**Problem:**
Your output must consist of the records printed verbatim, with the pictures excluded.

**Entries provided:**

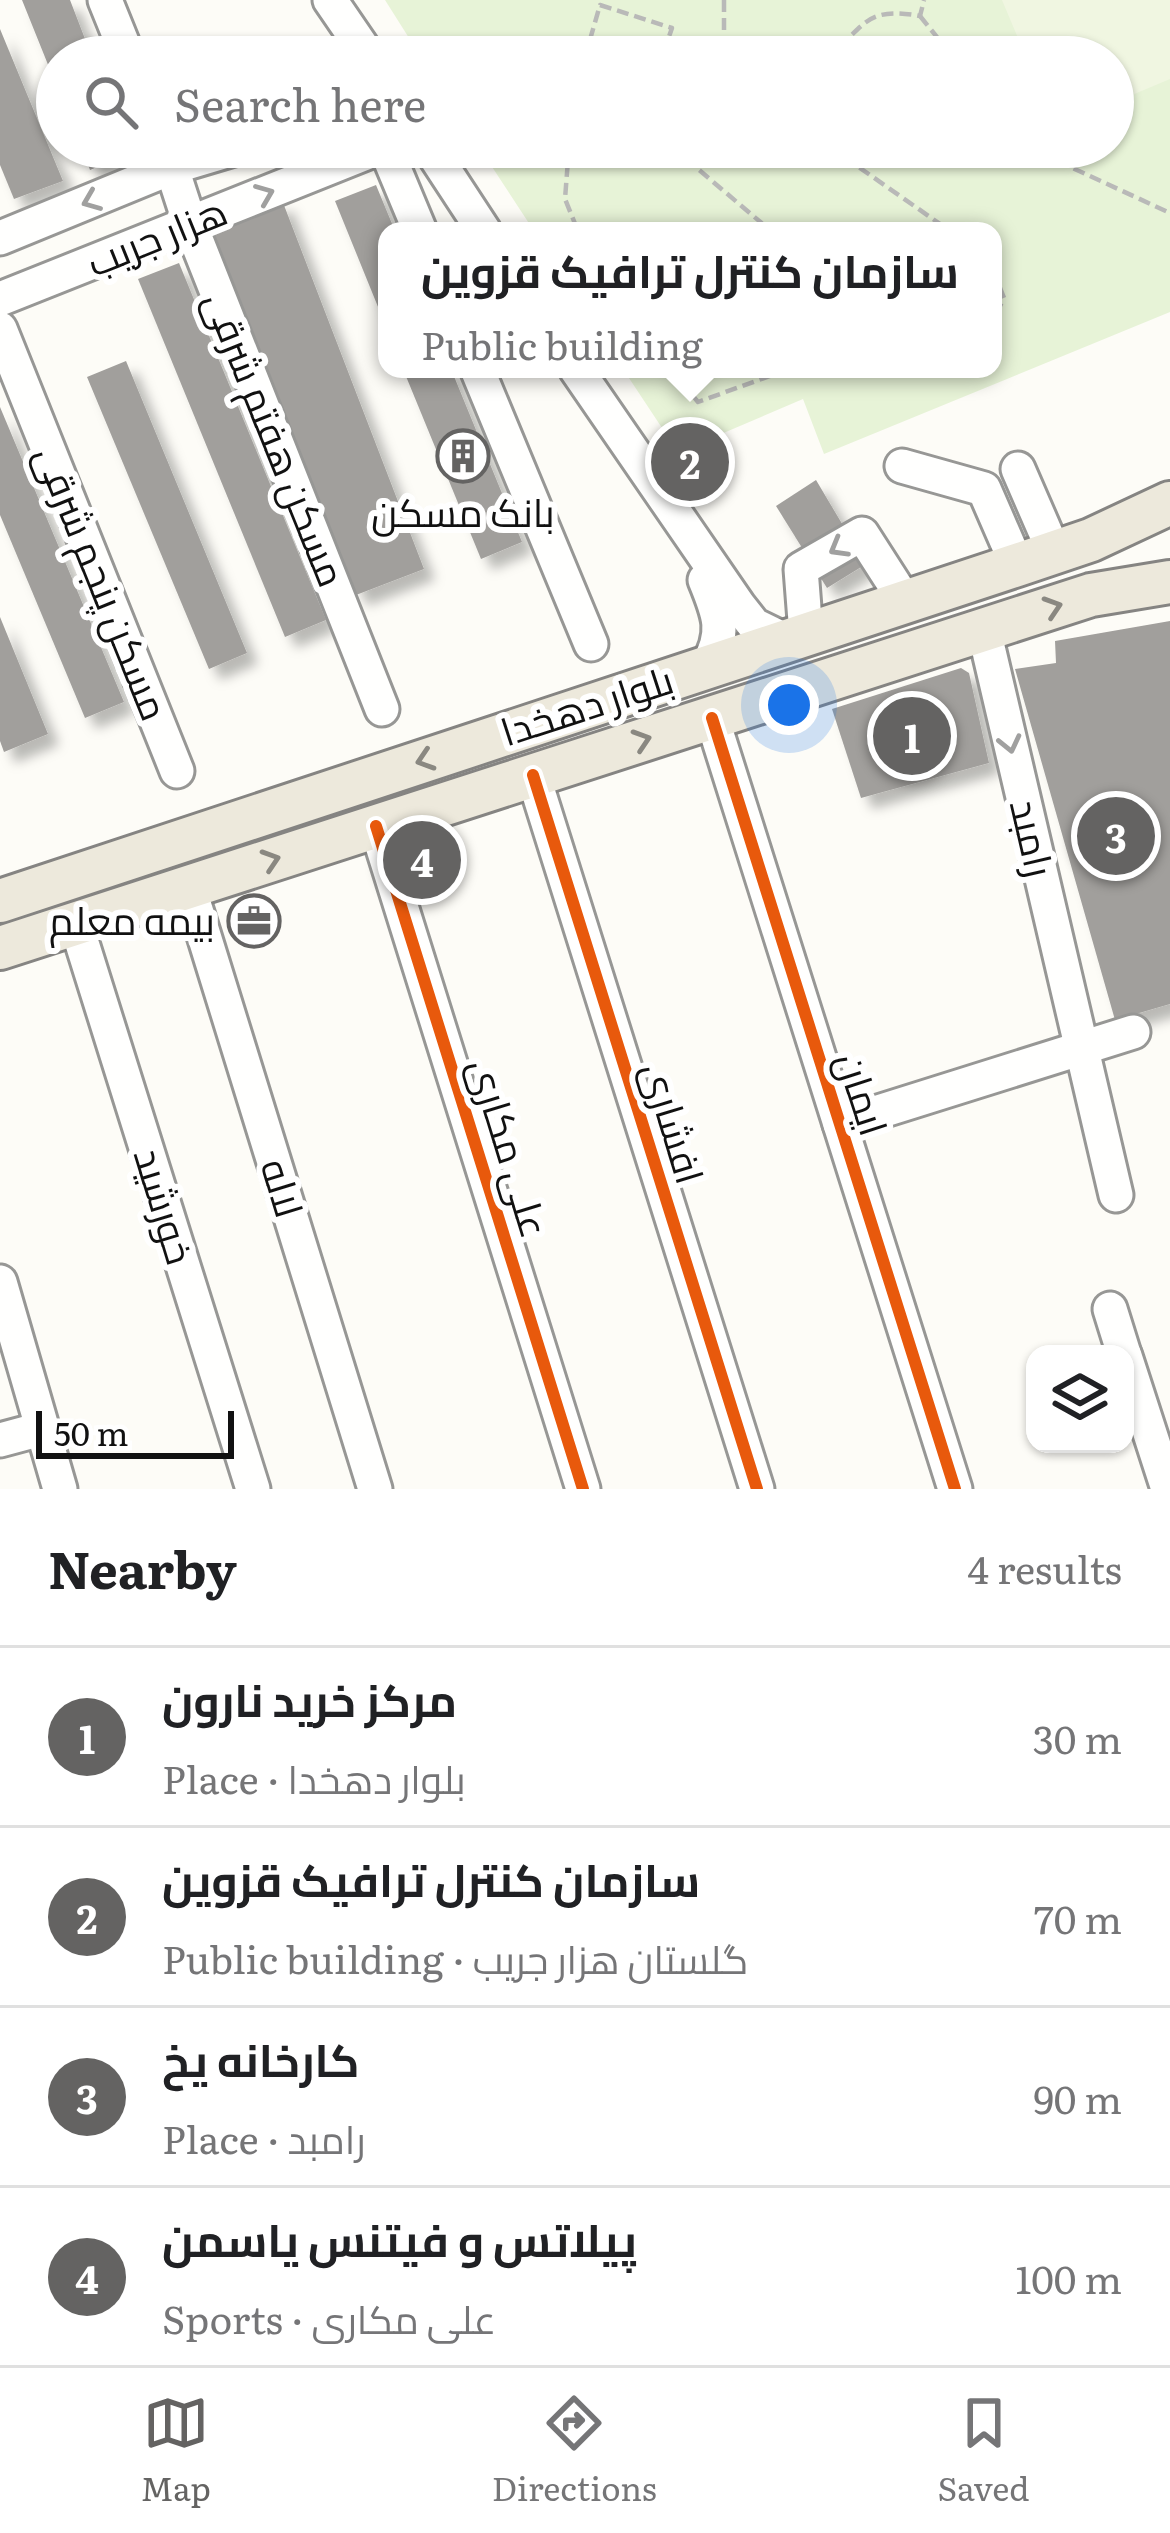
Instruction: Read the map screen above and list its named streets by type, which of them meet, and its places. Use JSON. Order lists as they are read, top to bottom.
{
  "streets": {
    "main road": ["بلوار دهخدا"],
    "street": [
      "هزار جریب",
      "مسکن هفتم شرقی",
      "مسکن پنجم شرقی",
      "رامبد",
      "ایمان",
      "افشاری",
      "علی مکاری",
      "لاله",
      "خورشید"
    ]
  },
  "crossings": [
    ["هزار جریب", "مسکن هفتم شرقی"],
    ["بلوار دهخدا", "رامبد"],
    ["بلوار دهخدا", "ایمان"],
    ["بلوار دهخدا", "افشاری"],
    ["بلوار دهخدا", "علی مکاری"],
    ["بلوار دهخدا", "لاله"],
    ["بلوار دهخدا", "خورشید"]
  ],
  "one_way": ["رامبد"],
  "places": {
    "building": ["بانک مسکن"],
    "office": ["بیمه معلم"]
  },
  "scale_bar": "50 m",
  "page": {
    "search": "Search here",
    "popup": ["سازمان کنترل ترافیک قزوین", "Public building"],
    "pins": [
      "2",
      "1",
      "3",
      "4"
    ],
    "scale": "50 m",
    "heading": ["Nearby", "4 results"],
    "list": [
      {
        "mark": "1",
        "name": "مرکز خرید نارون",
        "note": "Place · بلوار دهخدا",
        "value": "30 m"
      },
      {
        "mark": "2",
        "name": "سازمان کنترل ترافیک قزوین",
        "note": "Public building · گلستان هزار جریب",
        "value": "70 m"
      },
      {
        "mark": "3",
        "name": "کارخانه یخ",
        "note": "Place · رامبد",
        "value": "90 m"
      },
      {
        "mark": "4",
        "name": "پیلاتس و فیتنس یاسمن",
        "note": "Sports · علی مکاری",
        "value": "100 m"
      }
    ],
    "nav": ["Map", "Directions", "Saved"]
  }
}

**Solved exercise:**
Instruction: Read the map screen above and list its named streets by type, which of them meet, and its places. Use JSON. Order lists as they are read, top to bottom.
{
  "streets": {
    "main road": ["بلوار دهخدا"],
    "street": [
      "هزار جریب",
      "مسکن هفتم شرقی",
      "مسکن پنجم شرقی",
      "رامبد",
      "ایمان",
      "افشاری",
      "علی مکاری",
      "لاله",
      "خورشید"
    ]
  },
  "crossings": [
    ["هزار جریب", "مسکن هفتم شرقی"],
    ["بلوار دهخدا", "رامبد"],
    ["بلوار دهخدا", "ایمان"],
    ["بلوار دهخدا", "افشاری"],
    ["بلوار دهخدا", "علی مکاری"],
    ["بلوار دهخدا", "لاله"],
    ["بلوار دهخدا", "خورشید"]
  ],
  "one_way": ["رامبد"],
  "places": {
    "building": ["بانک مسکن"],
    "office": ["بیمه معلم"]
  },
  "scale_bar": "50 m",
  "page": {
    "search": "Search here",
    "popup": ["سازمان کنترل ترافیک قزوین", "Public building"],
    "pins": [
      "2",
      "1",
      "3",
      "4"
    ],
    "scale": "50 m",
    "heading": ["Nearby", "4 results"],
    "list": [
      {
        "mark": "1",
        "name": "مرکز خرید نارون",
        "note": "Place · بلوار دهخدا",
        "value": "30 m"
      },
      {
        "mark": "2",
        "name": "سازمان کنترل ترافیک قزوین",
        "note": "Public building · گلستان هزار جریب",
        "value": "70 m"
      },
      {
        "mark": "3",
        "name": "کارخانه یخ",
        "note": "Place · رامبد",
        "value": "90 m"
      },
      {
        "mark": "4",
        "name": "پیلاتس و فیتنس یاسمن",
        "note": "Sports · علی مکاری",
        "value": "100 m"
      }
    ],
    "nav": ["Map", "Directions", "Saved"]
  }
}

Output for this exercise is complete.